前にarcadia様に投稿した奴を調子に乗ってこちらにも投稿☆

 むかしむかしのお話です。あるところに、一人の娘がおりました。

 彼女の母は早くに亡くなり、父が再婚をしたので娘には新しい母と二人の姉が出来ました。美しく優しい家族が三人も増えた事に娘は喜びましたが、父が病死すると継母と義姉たちは態度を変えて娘に辛く当たるようになりました。

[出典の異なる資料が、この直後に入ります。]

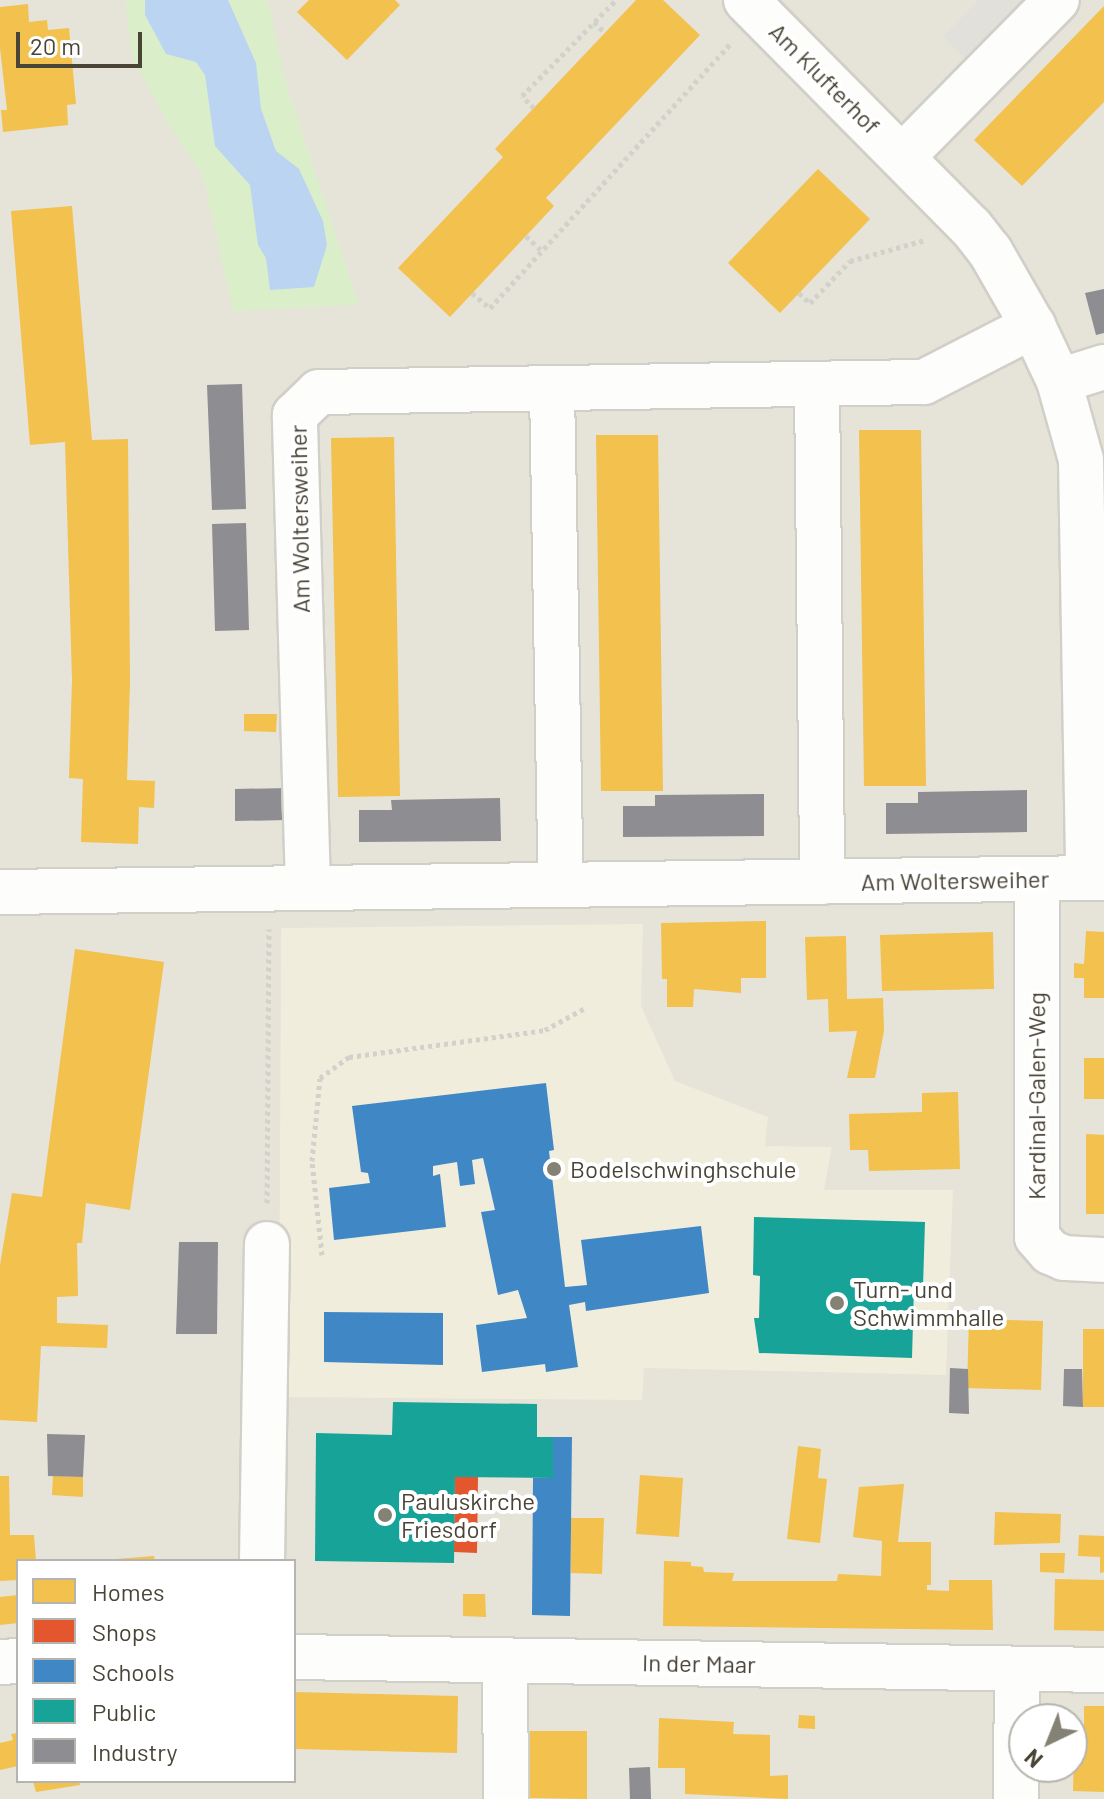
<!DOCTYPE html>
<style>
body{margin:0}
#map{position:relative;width:1104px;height:1799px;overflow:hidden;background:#f2f1eb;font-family:Barlow,sans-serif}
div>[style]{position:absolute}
.residential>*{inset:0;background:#e6e3d8}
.education>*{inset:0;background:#f0eddd}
.green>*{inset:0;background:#dbeeca}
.parking>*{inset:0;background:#e1e0da}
.water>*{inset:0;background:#bad4f1}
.homes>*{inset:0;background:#f2c14e}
.shops>*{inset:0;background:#e4572e}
.schools>*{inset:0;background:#3f88c5}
.public>*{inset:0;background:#17a398}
.industry>*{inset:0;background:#8d8d92}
.path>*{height:5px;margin-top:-2.5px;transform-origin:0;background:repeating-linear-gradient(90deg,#d2d1ca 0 4px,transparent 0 8px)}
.roads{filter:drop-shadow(2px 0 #d0cfc8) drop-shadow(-2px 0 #d0cfc8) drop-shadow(0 2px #d0cfc8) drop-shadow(0 -2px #d0cfc8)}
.minor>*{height:44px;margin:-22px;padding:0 22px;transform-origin:22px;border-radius:22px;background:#fdfdfc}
.dots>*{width:22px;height:22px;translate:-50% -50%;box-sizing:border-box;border:4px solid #fff;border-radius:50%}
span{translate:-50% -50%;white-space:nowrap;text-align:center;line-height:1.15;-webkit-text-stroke:8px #fff;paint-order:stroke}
.street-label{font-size:24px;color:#494436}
.poi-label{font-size:24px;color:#494436}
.left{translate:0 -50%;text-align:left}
.legend{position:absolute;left:16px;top:1559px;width:280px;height:224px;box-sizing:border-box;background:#fff;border:2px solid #b6b4af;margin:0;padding:10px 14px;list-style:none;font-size:24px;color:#494436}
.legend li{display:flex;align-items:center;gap:16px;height:40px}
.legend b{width:40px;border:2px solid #b6b4af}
.north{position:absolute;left:1008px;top:1703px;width:80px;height:80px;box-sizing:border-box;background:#fff;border:2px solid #b6b4af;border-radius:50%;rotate:223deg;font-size:22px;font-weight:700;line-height:32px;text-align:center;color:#494436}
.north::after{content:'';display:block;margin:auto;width:28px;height:36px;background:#848175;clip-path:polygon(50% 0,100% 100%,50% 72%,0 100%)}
.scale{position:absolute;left:16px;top:32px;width:126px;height:36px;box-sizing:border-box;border:4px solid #494436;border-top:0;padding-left:10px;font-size:24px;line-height:28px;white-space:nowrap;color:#494436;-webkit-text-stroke:6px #fff;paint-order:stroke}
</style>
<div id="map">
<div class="residential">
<i style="clip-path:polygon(evenodd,0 0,1104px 0,1104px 1799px,0 1799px,0 0,18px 1561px,294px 1561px,294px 1781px,18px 1781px,18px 1561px,0 0,1024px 1719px,1072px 1719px,1072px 1767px,1024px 1767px,1024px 1719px)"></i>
</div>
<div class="education">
<i style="clip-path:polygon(643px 924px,641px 1006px,675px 1081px,768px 1117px,765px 1146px,832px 1147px,824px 1190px,953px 1190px,946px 1375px,644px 1368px,642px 1400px,279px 1397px,281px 928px)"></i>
</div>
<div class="green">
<i style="clip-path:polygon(125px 0,268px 0,283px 73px,359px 305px,233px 311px,203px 176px,168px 123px,133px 58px)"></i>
</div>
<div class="parking">
<i style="clip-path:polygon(979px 0,1035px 0,971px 65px,943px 37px)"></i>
</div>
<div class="water">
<i style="clip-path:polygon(145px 0,228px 0,256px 63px,261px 109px,276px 151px,299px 169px,323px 221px,327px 245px,314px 287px,270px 290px,266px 258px,258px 245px,250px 185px,215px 146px,205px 75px,196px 62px,166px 54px,145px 15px)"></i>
</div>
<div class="homes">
<i style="clip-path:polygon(309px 0,395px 0,400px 5px,347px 60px,297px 12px)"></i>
<i style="clip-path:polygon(636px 0,663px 0,700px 35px,546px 198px,554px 206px,450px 317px,398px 268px,503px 157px,495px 149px)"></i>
<i style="clip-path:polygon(28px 4px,29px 22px,47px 20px,48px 30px,69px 28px,76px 104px,67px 105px,68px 125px,3px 132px,1px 110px,7px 110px,0 48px,0 7px)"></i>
<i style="clip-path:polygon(1104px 6px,1104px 102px,1022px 186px,974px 140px)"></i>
<i style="clip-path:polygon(818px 169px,870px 219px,780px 313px,728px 263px)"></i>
<i style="clip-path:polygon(72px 206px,92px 440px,128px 439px,130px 682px,127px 780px,155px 781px,154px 808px,139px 807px,138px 844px,81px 842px,83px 779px,69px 778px,72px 680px,65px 442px,30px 445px,11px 211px)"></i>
<i style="clip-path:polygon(859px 430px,921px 430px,926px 786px,864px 786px)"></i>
<i style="clip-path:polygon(596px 435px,658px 435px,663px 791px,601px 791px)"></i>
<i style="clip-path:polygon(394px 437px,400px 796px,338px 797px,331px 438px)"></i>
<i style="clip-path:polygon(244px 714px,277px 714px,276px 732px,244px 731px)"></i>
<i style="clip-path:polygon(766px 921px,766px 978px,741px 978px,741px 993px,694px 989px,693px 1007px,667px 1007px,667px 979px,662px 979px,661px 923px)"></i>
<i style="clip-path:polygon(1086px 931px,1104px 932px,1104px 998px,1084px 998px,1084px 978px,1074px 978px,1074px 963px,1084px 964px)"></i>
<i style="clip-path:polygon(993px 932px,994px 989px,882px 991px,880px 935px)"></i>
<i style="clip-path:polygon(846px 936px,847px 999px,883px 998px,884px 1031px,875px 1078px,847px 1078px,857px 1031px,829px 1032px,828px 999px,807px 1000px,805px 937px)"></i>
<i style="clip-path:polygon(75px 949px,164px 962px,130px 1210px,86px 1203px,82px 1243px,77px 1243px,78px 1296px,57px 1297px,57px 1323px,108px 1325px,107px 1348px,41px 1346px,37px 1422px,0 1420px,0 1265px,12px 1193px,42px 1197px)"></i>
<i style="clip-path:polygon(1084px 1058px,1104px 1058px,1104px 1099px,1084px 1099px)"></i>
<i style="clip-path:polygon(958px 1092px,960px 1169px,869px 1171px,868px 1150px,850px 1150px,849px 1114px,922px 1112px,922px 1093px)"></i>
<i style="clip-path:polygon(1086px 1134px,1104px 1135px,1104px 1214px,1086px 1214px)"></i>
<i style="clip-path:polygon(969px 1319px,1043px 1321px,1041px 1390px,967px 1388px)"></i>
<i style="clip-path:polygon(1083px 1329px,1104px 1329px,1104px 1407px,1083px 1407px)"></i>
<i style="clip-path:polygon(798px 1446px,821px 1449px,818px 1478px,827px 1479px,820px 1543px,787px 1539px)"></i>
<i style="clip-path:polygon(640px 1475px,683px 1478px,679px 1537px,636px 1534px)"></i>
<i style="clip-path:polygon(0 1476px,9px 1476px,10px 1535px,34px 1535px,36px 1561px,18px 1561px,18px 1580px,0 1581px)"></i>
<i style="clip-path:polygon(53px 1476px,83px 1477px,83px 1497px,52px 1495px)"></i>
<i style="clip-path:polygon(904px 1484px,898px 1542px,931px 1542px,931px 1585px,927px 1585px,927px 1590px,949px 1591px,949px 1580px,992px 1580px,993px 1630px,663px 1626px,664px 1561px,691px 1562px,691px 1566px,703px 1567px,704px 1572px,734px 1573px,732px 1581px,837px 1581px,838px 1574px,881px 1576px,882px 1541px,853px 1537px,859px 1487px)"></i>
<i style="clip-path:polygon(995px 1512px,1061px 1514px,1060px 1543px,994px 1545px)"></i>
<i style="clip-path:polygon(571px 1518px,604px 1518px,602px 1574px,571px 1573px)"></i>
<i style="clip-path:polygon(1079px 1535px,1104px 1536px,1104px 1572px,1100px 1573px,1100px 1557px,1078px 1556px)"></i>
<i style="clip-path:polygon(1040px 1553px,1065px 1553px,1064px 1573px,1040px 1572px)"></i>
<i style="clip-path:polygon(154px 1556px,155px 1561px,116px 1561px,116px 1559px)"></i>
<i style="clip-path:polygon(1055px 1579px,1104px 1580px,1104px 1631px,1054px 1630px)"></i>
<i style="clip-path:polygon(463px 1594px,485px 1594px,486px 1617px,463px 1616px)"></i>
<i style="clip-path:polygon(18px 1595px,18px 1623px,0 1625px,0 1597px)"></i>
<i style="clip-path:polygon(294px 1692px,458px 1696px,457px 1753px,294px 1749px)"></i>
<i style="clip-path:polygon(1084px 1706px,1104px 1706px,1104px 1792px,1073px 1791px,1074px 1753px,1084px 1752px)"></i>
<i style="clip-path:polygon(799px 1715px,815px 1716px,815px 1729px,798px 1728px)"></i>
<i style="clip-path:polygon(659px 1718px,734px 1722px,733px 1734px,770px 1735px,770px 1776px,788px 1775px,788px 1799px,685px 1794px,685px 1768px,658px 1768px)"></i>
<i style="clip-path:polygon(528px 1731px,587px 1731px,587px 1799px,529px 1798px)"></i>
<i style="clip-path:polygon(18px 1733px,18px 1766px,0 1770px,0 1743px,13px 1740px,11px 1734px)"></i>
<i style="clip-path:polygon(33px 1781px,79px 1781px,80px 1785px,36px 1792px)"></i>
</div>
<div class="shops">
<i style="clip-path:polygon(455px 1477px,478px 1477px,477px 1553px,454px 1552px)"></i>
</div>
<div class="schools">
<i style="clip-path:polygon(546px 1083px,554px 1150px,549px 1151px,565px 1287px,587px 1285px,581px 1240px,701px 1226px,709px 1293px,586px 1311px,585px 1302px,569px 1305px,578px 1367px,546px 1372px,545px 1364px,482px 1372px,476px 1325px,527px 1318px,518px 1290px,498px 1295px,481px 1212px,495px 1210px,483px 1158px,472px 1160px,475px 1184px,460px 1186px,457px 1162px,433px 1166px,433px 1176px,440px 1174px,446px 1227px,334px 1240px,329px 1188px,370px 1183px,368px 1173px,361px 1172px,352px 1106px)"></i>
<i style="clip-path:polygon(324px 1312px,443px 1313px,443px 1365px,324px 1362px)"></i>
<i style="clip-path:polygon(553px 1437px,572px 1437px,570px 1616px,532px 1615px,533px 1478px,553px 1478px)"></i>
</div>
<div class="public">
<i style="clip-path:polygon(754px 1217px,925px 1222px,923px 1287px,914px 1287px,912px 1358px,759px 1353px,754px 1318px,759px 1318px,760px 1276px,753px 1275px)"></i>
<i style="clip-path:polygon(393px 1402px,537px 1404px,537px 1437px,553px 1437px,553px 1478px,455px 1477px,454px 1563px,315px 1561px,316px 1433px,392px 1435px)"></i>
</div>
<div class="industry">
<i style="clip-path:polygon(1104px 289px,1104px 333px,1096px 335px,1085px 293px)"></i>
<i style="clip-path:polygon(242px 384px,246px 509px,212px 510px,207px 385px)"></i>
<i style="clip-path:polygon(246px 523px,249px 630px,215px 631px,212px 524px)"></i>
<i style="clip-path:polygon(287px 788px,287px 820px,235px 821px,235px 789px)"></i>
<i style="clip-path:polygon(1027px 790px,1027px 832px,886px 834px,886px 803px,918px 803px,918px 792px)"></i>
<i style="clip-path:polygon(764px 794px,764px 836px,623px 837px,623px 806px,655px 806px,655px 795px)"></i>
<i style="clip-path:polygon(500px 798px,501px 841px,359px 842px,359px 810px,392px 810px,391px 800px)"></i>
<i style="clip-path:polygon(179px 1242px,218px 1242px,217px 1334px,176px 1334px)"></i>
<i style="clip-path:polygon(950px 1368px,968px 1369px,969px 1414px,949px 1413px)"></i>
<i style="clip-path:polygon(1064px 1369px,1082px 1369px,1083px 1407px,1063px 1406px)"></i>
<i style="clip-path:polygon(47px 1434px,85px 1435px,83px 1477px,48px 1476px)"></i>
<i style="clip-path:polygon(650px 1767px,651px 1799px,630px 1799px,629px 1768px)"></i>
</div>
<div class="path">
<i style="left:594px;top:22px;width:16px;rotate:45deg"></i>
<i style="left:534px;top:108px;width:17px;rotate:-135deg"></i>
<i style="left:522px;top:96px;width:134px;rotate:-45.6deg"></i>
<i style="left:526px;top:236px;width:22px;rotate:43deg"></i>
<i style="left:472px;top:293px;width:23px;rotate:40deg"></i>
<i style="left:490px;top:308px;width:358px;rotate:-47.7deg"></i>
<i style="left:799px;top:293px;width:15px;rotate:42deg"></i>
<i style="left:810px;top:303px;width:58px;rotate:-46.4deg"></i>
<i style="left:850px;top:261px;width:78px;rotate:-15.6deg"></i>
<i style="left:267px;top:1203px;width:274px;rotate:-89.6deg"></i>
<i style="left:322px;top:1255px;width:95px;rotate:-96.1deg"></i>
<i style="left:312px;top:1161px;width:83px;rotate:-84.5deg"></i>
<i style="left:320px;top:1078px;width:36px;rotate:-36deg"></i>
<i style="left:349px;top:1057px;width:198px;rotate:-7.8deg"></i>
<i style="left:545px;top:1030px;width:46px;rotate:-28.8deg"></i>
</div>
<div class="roads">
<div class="minor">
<i style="left:746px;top:0;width:320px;rotate:45.3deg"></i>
<i style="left:971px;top:227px;width:31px;rotate:52deg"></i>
<i style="left:990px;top:251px;width:86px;rotate:60.2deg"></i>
<i style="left:1033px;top:326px;width:61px;rotate:64.7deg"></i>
<i style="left:1059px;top:381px;width:82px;rotate:74.4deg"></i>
<i style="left:1081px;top:460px;width:418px;rotate:89deg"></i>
<i style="left:903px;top:156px;width:219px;rotate:-45.4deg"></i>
<i style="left:1059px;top:381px;width:47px;rotate:-17.3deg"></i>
<i style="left:817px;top:384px;width:498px;rotate:89.4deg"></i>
<i style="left:552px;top:388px;width:497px;rotate:89deg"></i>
<i style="left:1037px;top:879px;width:358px;rotate:90deg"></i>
<i style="left:1037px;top:1237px;width:20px;rotate:49deg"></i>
<i style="left:1050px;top:1252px;width:15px;rotate:23deg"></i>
<i style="left:1064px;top:1258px;width:40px;rotate:2.9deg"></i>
<i style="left:308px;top:888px;width:473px;rotate:-91.6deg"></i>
<i style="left:295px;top:415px;width:33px;rotate:-44deg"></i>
<i style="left:319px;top:392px;width:605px;rotate:-0.95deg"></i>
<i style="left:924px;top:382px;width:123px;rotate:-27.2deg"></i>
<i style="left:0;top:892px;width:1104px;rotate:-0.73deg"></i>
<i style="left:262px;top:1561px;width:317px;rotate:-89.1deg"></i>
<i style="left:294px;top:1657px;width:810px;rotate:0.92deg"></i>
<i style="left:505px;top:1660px;width:139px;rotate:89.6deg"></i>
<i style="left:0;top:1662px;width:18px;rotate:-3deg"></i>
<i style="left:1016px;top:1799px;width:130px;rotate:-89.6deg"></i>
</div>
</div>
<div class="dots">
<i style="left:554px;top:1169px;background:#848175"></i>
<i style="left:837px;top:1303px;background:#848175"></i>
<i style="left:385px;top:1515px;background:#848175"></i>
</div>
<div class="street-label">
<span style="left:825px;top:78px;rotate:45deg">Am Klufterhof</span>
<span style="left:299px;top:519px;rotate:-91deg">Am Woltersweiher</span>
<span style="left:955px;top:880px;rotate:-1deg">Am Woltersweiher</span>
<span style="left:1036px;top:1096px;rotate:-90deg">Kardinal-Galen-Weg</span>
<span style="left:699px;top:1663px;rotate:1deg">In der Maar</span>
</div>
<div class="poi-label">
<span class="left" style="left:570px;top:1169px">Bodelschwinghschule</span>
<span class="left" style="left:853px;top:1303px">Turn- und<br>Schwimmhalle</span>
<span class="left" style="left:401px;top:1515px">Pauluskirche<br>Friesdorf</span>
</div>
<ul class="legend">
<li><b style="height:22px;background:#f2c14e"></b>Homes</li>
<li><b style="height:22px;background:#e4572e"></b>Shops</li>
<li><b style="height:22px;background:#3f88c5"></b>Schools</li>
<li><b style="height:22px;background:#17a398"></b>Public</li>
<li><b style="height:22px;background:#8d8d92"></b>Industry</li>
</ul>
<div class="north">N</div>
<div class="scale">20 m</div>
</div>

 本人には自覚がありませんでしたが、娘はとても美しかったのです。継母と二人の義姉よりも。彼女らは自分たちより美しい娘が気に入らなかったのでした。


 継母と義姉たちは家の仕事の全てを娘に押し付け、使用人でも着ないようなみすぼらしい服を着せて馬車馬の如く働かせました。そのせいで常に灰や埃だらけの娘は、いつしか継母や義姉たちから『シンデレラ(灰かぶり)』と呼ばれるようになりました。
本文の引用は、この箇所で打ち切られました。